== Segment start ==

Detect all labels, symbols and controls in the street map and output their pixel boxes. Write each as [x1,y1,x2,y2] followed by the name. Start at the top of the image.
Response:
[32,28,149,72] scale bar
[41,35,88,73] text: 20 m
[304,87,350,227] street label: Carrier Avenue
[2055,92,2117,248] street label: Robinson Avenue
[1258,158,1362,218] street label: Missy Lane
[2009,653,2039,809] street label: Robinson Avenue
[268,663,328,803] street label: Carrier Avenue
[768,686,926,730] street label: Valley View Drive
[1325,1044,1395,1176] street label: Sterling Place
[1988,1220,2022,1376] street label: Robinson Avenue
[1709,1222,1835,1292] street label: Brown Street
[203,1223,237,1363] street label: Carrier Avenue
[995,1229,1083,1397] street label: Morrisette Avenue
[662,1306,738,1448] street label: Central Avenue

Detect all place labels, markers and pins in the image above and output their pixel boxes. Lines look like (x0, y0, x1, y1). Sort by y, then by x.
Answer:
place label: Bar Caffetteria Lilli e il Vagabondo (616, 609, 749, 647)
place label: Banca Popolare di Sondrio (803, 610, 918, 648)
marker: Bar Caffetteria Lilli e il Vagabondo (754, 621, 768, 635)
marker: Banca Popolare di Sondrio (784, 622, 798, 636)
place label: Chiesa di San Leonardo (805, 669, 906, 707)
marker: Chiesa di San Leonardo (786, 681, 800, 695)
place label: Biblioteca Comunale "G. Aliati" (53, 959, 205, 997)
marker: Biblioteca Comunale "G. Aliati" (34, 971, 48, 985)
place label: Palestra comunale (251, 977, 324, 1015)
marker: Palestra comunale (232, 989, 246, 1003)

== Segment end ==

# Problem
Set down each line of the material verbatim, from the first line through the line that contains "Detect all place".

# Reply to the task
Detect all labels, symbols and controls in the street map and output their pixel boxes. Write each as [x1,y1,x2,y2] followed by the name. Start at the top of the image.
Response:
[32,28,149,72] scale bar
[41,35,88,73] text: 20 m
[304,87,350,227] street label: Carrier Avenue
[2055,92,2117,248] street label: Robinson Avenue
[1258,158,1362,218] street label: Missy Lane
[2009,653,2039,809] street label: Robinson Avenue
[268,663,328,803] street label: Carrier Avenue
[768,686,926,730] street label: Valley View Drive
[1325,1044,1395,1176] street label: Sterling Place
[1988,1220,2022,1376] street label: Robinson Avenue
[1709,1222,1835,1292] street label: Brown Street
[203,1223,237,1363] street label: Carrier Avenue
[995,1229,1083,1397] street label: Morrisette Avenue
[662,1306,738,1448] street label: Central Avenue

Detect all place labels, markers and pins in the image above and output their pixel boxes. Lines look like (x0, y0, x1, y1). Sort by y, then by x.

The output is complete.